Task = In the records below, find the lines that include "fabs" and copy each.

Data records =
▬▬▬

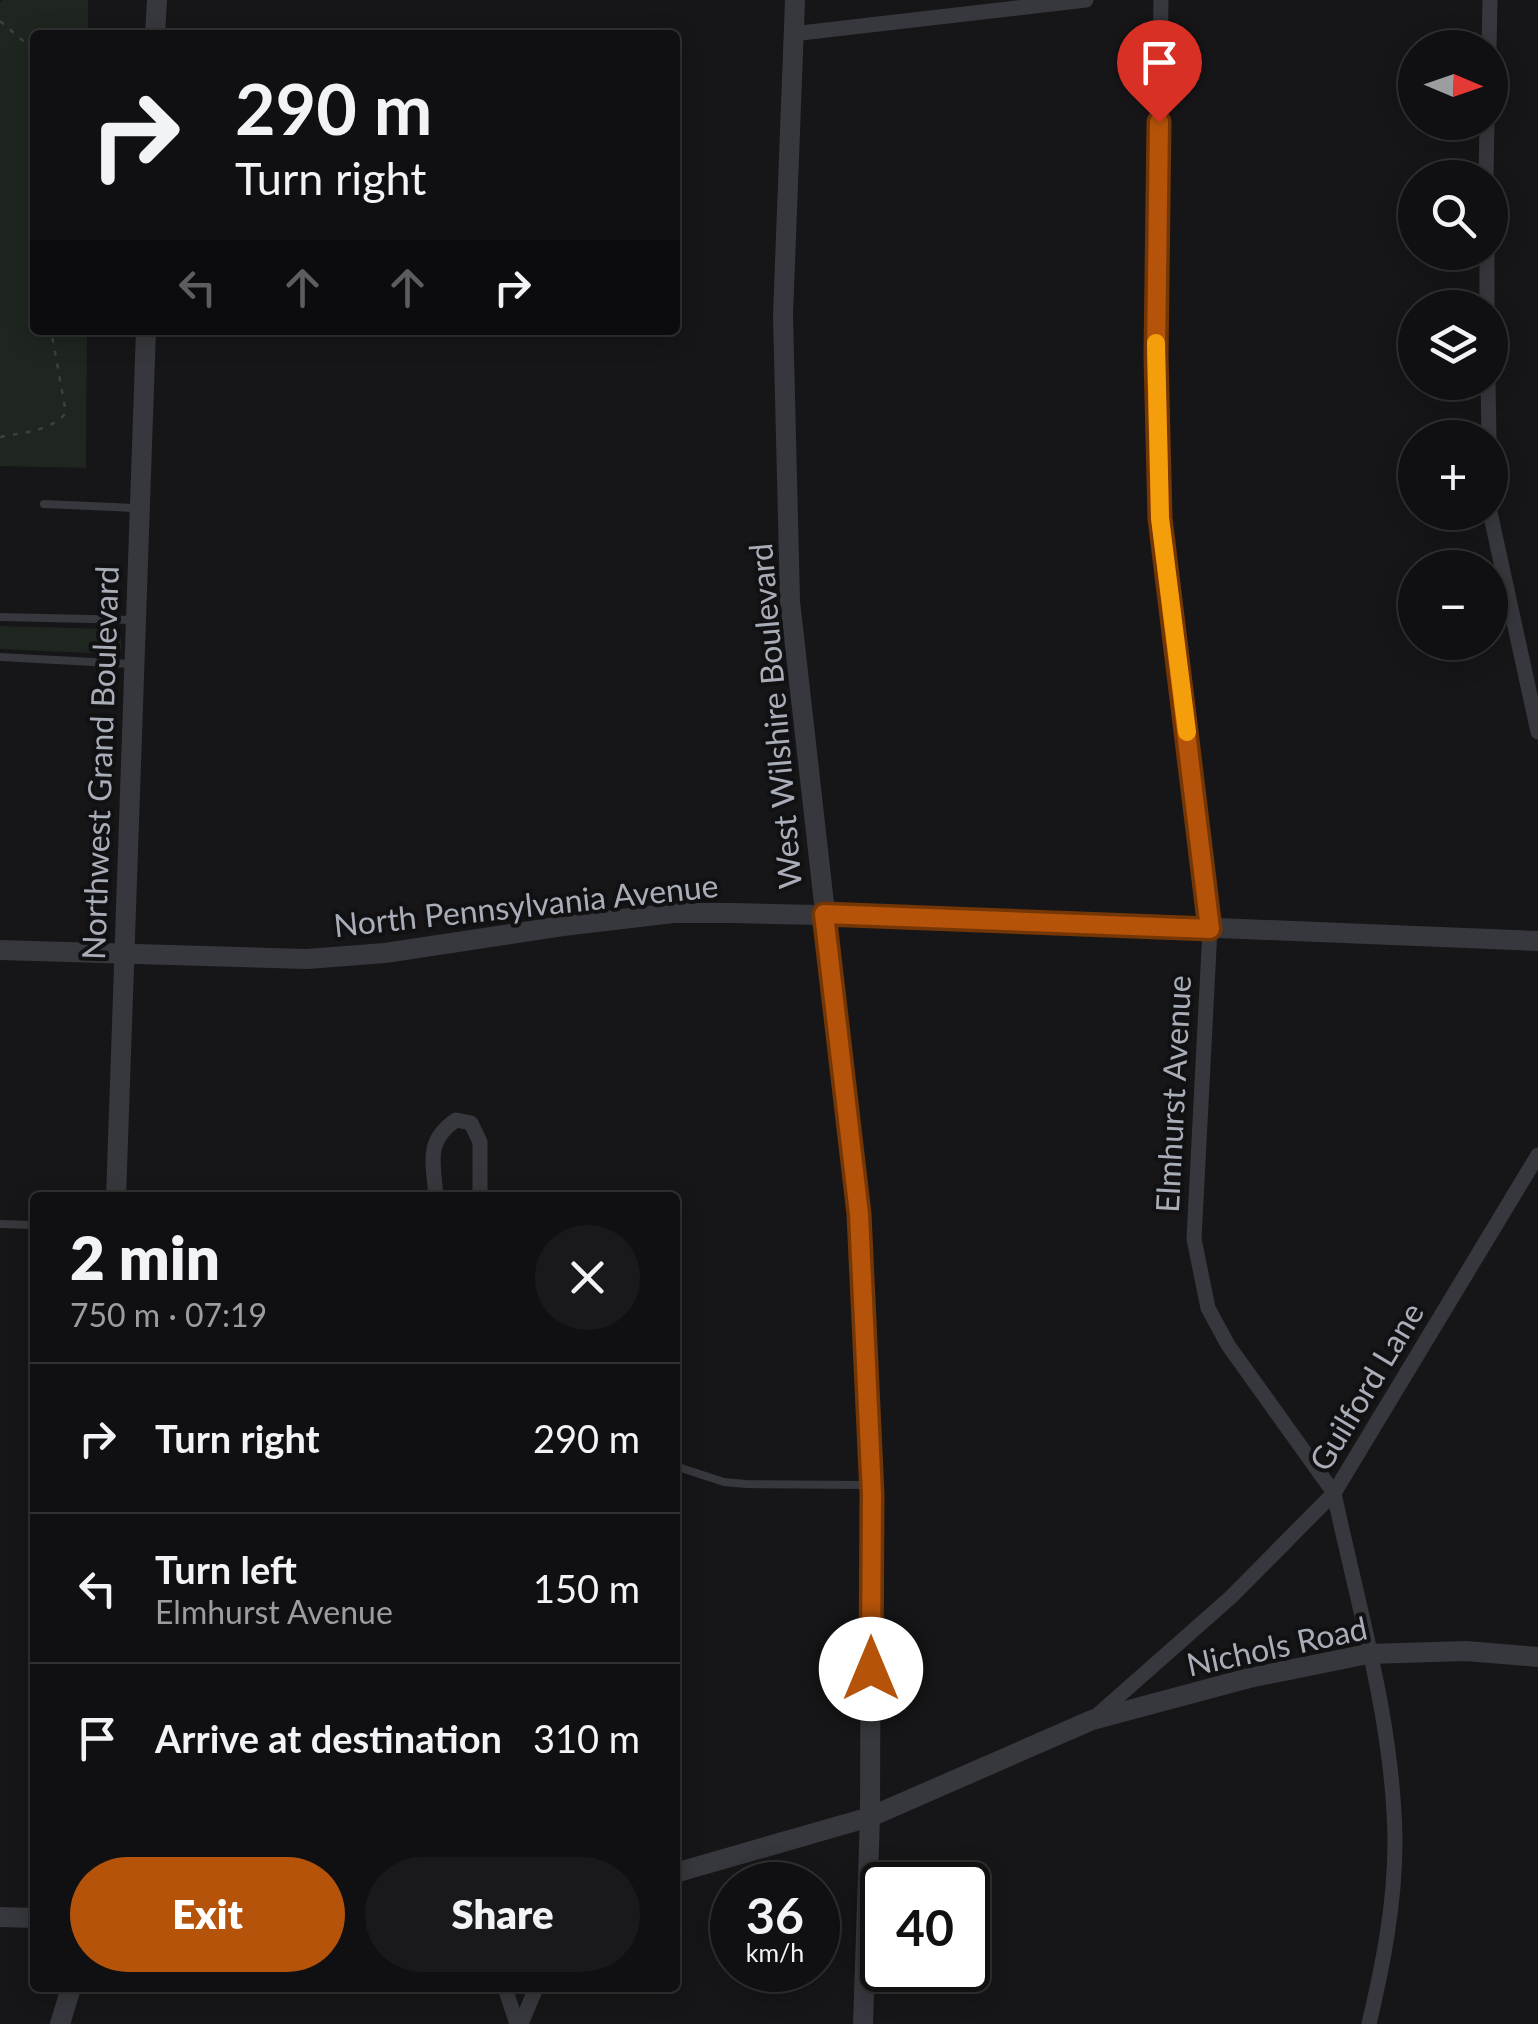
<!DOCTYPE html>
<meta charset="utf-8">
<style>
body{margin:0;font-family:Lato,sans-serif;background:#19191b;color:#f1f3f6;height:100vh;display:flex;flex-direction:column;font-size:38px;white-space:nowrap}
*{box-sizing:border-box;margin:0}
p{font-size:32px;color:#9c9d9f}
.icon{flex:none;width:55px;height:55px;fill:none;stroke:currentColor;stroke-width:2;stroke-linecap:round;stroke-linejoin:round}
.map{position:relative;flex:1;overflow:hidden}
.details{position:absolute;left:30px;top:1192px;width:650px;height:800px;display:flex;flex-direction:column;background:#101012;border-radius:10px;box-shadow:0 5px 25px #0003,0 0 0 2px #303032}
.details>*{flex:none}
.guide{position:absolute;left:30px;top:30px;width:650px;height:305px;border-radius:10px;box-shadow:0 5px 25px #0003,0 0 0 2px #303032;background:#101012;color:#f1f3f6;overflow:hidden}
.needle{width:65px;rotate:92deg}
.fabs{position:absolute;left:1398px;top:30px;display:grid;gap:20px}
.fabs a{display:grid;place-items:center;width:110px;height:110px;border-radius:50%;background:#101012;box-shadow:0 5px 25px #0003,0 0 0 2px #303032;font-size:50px}
.speed{position:absolute;left:710px;top:1862px;display:flex;gap:20px;font-size:50px;font-weight:700;text-align:center}
.speed>*{display:grid;place-content:center;width:130px;height:130px;border-radius:50%;background:#101012;box-shadow:0 5px 25px #0003,0 0 0 2px #303032;line-height:1}
.speed small{font-size:25px;font-weight:400}
.speed .limit{border:5px solid #111;border-radius:15px;background:#fff;color:#111}
.pin{position:absolute;display:grid;place-items:center;width:85px;height:85px;color:#fff;margin:-102px -42px;border-radius:50% 50% 50% 0;rotate:-45deg;box-shadow:0 0 10px #0007}
.pin .icon{rotate:45deg}
.me{position:absolute;width:110px;margin:-55px;rotate:0deg;stroke-linejoin:round;filter:drop-shadow(0 0 8px #0008)}
.turn{display:flex;align-items:center;gap:35px;height:210px;padding:0 40px;font-size:45px}
.turn .icon{width:130px;height:130px;stroke-width:2.5}
.turn b{display:block;font-size:70px;line-height:85px}
.lanes{display:flex;align-items:center;height:95px;padding:0 40px;background:#0003;justify-content:center;gap:50px;direction:ltr}
.lanes .off{opacity:.35}
.round{display:grid;place-items:center;flex:none;width:105px;height:105px;border-radius:52px;background:#19191b}
.headline{display:flex;align-items:center;justify-content:space-between;height:170px;padding:0 40px}
h1{font-size:60px;font-weight:800;line-height:75px}
.action{display:flex;gap:20px;margin-top:auto;padding:20px 40px}
.action a{flex:1;height:115px;border-radius:60px;background:#b45309;color:#fff;font-size:40px;font-weight:800;line-height:115px;text-align:center}
.action a+a{background:#19191b;color:#f1f3f6}
ul{padding:0;list-style:none}
li{display:flex;align-items:center;gap:30px;height:150px;padding:0 40px;border-top:2px solid #303032}
li div{flex:1}
li b{display:block;font-size:38px}
li em{font-style:normal}
.map>svg:first-child{display:block}
</style>
<div class="map">
<svg width="1538" height="2024" viewBox="0 0 1538 2024">
<rect width="100%" height="100%" fill="#161618"/>
<g fill="#1e261f">
<path d="M3 0H88V35H35V330H87L86 468 0 466V2Z"/>
<path d="M0 626 108 629 120 634 122 648 113 654 0 649Z"/>
</g>
<g fill="none" stroke-linecap="round" stroke-linejoin="round">
<g stroke="#3d3f44" stroke-width="2.5" stroke-dasharray="5 8" stroke-linecap="butt">
<path d="M0 21 35 51"/>
<path d="M0 437C24 432 49 432 66 413L51 330"/>
</g>
<g stroke="#37383d" stroke-width="8">
<path d="M44 504 135 508"/>
<path d="M0 617 136 620"/>
<path d="M0 657 130 664"/>
<path d="M0 1224 35 1225"/>
<path d="M675 1466 724 1482 746 1484 866 1485"/>
</g>
<g stroke="#37383d" stroke-width="15">
<path d="M792 34 1086 0"/>
<path d="M1489 48 1490 0"/>
<path d="M1486 178 1487 122"/>
<path d="M1487 252V308"/>
<path d="M1488 382 1489 438"/>
<path d="M1490 512 1538 732"/>
<path d="M436 1198C434 1163 424 1142 456 1120L471 1123 480 1142V1198"/>
<path d="M1094 1718 1231 1597 1334 1493 1228 1345 1208 1308 1194 1239 1210 929 1160 517 1156 356 1161 0"/>
<path d="M505 1988 517 2024"/>
<path d="M521 2024 536 1988"/>
<path d="M1369 2024C1383 1964 1395 1904 1395 1842 1394 1724 1358 1607 1334 1493L1538 1155"/>
</g>
<g stroke="#37383d" stroke-width="20">
<path d="M795 0 783 315 790 601 859 1215 871 1494 870 1817 863 2024"/>
<path d="M155 35 157 0"/>
<path d="M0 950 307 959 385 953 563 926 673 913H733L998 919 1538 941"/>
<path d="M116 1198 146 330"/>
<path d="M675 1873 870 1817 1092 1720 1249 1678 1368 1654 1466 1651 1538 1657"/>
<path d="M0 1917 35 1918"/>
<path d="M60 2024 71 1988"/>
</g>
</g>
<g fill="none" stroke-linecap="round" stroke-linejoin="round">
<defs>
<path id="route" d="M871 1669 872 1494 859 1214 824 914 1210 929 1160 518 1156 356 1159 122"/>
</defs>
<use href="#route" stroke="#753606" stroke-width="25"/>
<use href="#route" stroke="#b45309" stroke-width="18"/>
<path stroke="#f59e0b" stroke-width="18" d="M1156 343 1160 518 1187 732"/>
</g>
<g text-anchor="middle" stroke-width="8" stroke-linejoin="round" paint-order="stroke">
<g font-size="32" fill="#a8adb8" stroke="#111113">
<text transform="translate(776 716) rotate(-95)" y="11">West Wilshire Boulevard</text>
<text transform="translate(101 763) rotate(-88)" y="11">Northwest Grand Boulevard</text>
<text transform="translate(526 906) rotate(-6)" y="11">North Pennsylvania Avenue</text>
<text transform="translate(1174 1094) rotate(-87)" y="11">Elmhurst Avenue</text>
<text transform="translate(1367 1387) rotate(-59)" y="11">Guilford Lane</text>
<text transform="translate(1277 1647) rotate(-12)" y="11">Nichols Road</text>
</g>
</g>
</svg>
<div class="fabs">
<a><svg class="needle" viewBox="-14 -14 28 28"><path d="M0-13l5 13h-10z" fill="#e53935"/><path d="M0 13l5-13h-10z" fill="#9c9d9f"/></svg></a>
<a><svg class="icon" aria-label="search" viewBox="0 0 24 24"><circle cx="10" cy="10" r="6"/><path d="M15 15l6 6"/></svg></a>
<a><svg class="icon" aria-label="layers" viewBox="0 0 24 24"><path d="M12 4l9 5-9 5-9-5zM3 14l9 5 9-5"/></svg></a>
<a>+</a>
<a>−</a>
</div>
<div class="speed"><div>36<small>km/h</small></div><div class="limit">40</div></div>
<div class="pin" style="left:1159px;top:122px;background:#d93025"><svg class="icon" aria-label="arrive" viewBox="0 0 24 24"><path d="M6 21V4h12l-3 4 3 4H6"/></svg></div>
<svg class="me" style="left:871px;top:1669px" viewBox="-20 -20 40 40"><circle r="19" fill="#fff"/><path d="M0-13L10 11 0 6-10 11z" fill="#b45309"/></svg>
<div class="guide">
<div class="turn"><svg class="icon" aria-label="right" viewBox="0 0 24 24"><path d="M7 20v-9h11M14 6l5 5-5 5"/></svg><div><b>290 m</b>Turn right</div></div>
<div class="lanes"><svg class="icon off" aria-label="left" viewBox="0 0 24 24"><path d="M17 20v-9H6M10 6l-5 5 5 5"/></svg><svg class="icon off" aria-label="ahead" viewBox="0 0 24 24"><path d="M12 20V5M6 11l6-6 6 6"/></svg><svg class="icon off" aria-label="ahead" viewBox="0 0 24 24"><path d="M12 20V5M6 11l6-6 6 6"/></svg><svg class="icon" aria-label="right" viewBox="0 0 24 24"><path d="M7 20v-9h11M14 6l5 5-5 5"/></svg></div>
</div>
<section class="details">
<div class="headline"><div><h1>2 min</h1><p>750 m · 07:19</p></div><a class="round"><svg class="icon" aria-label="close" viewBox="0 0 24 24"><path d="M6 6l12 12M18 6L6 18"/></svg></a></div>
<ul>
<li><svg class="icon" aria-label="right" viewBox="0 0 24 24"><path d="M7 20v-9h11M14 6l5 5-5 5"/></svg><div><b>Turn right</b></div><em>290 m</em></li>
<li><svg class="icon" aria-label="left" viewBox="0 0 24 24"><path d="M17 20v-9H6M10 6l-5 5 5 5"/></svg><div><b>Turn left</b><p>Elmhurst Avenue</p></div><em>150 m</em></li>
<li><svg class="icon" aria-label="arrive" viewBox="0 0 24 24"><path d="M6 21V4h12l-3 4 3 4H6"/></svg><div><b>Arrive at destination</b></div><em>310 m</em></li>
</ul>
<div class="action"><a>Exit</a><a>Share</a></div>
</section>
</div>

▬▬▬

Output below =
.fabs{position:absolute;left:1398px;top:30px;display:grid;gap:20px}
.fabs a{display:grid;place-items:center;width:110px;height:110px;border-radius:50%;background:#101012;box-shadow:0 5px 25px #0003,0 0 0 2px #303032;font-size:50px}
<div class="fabs">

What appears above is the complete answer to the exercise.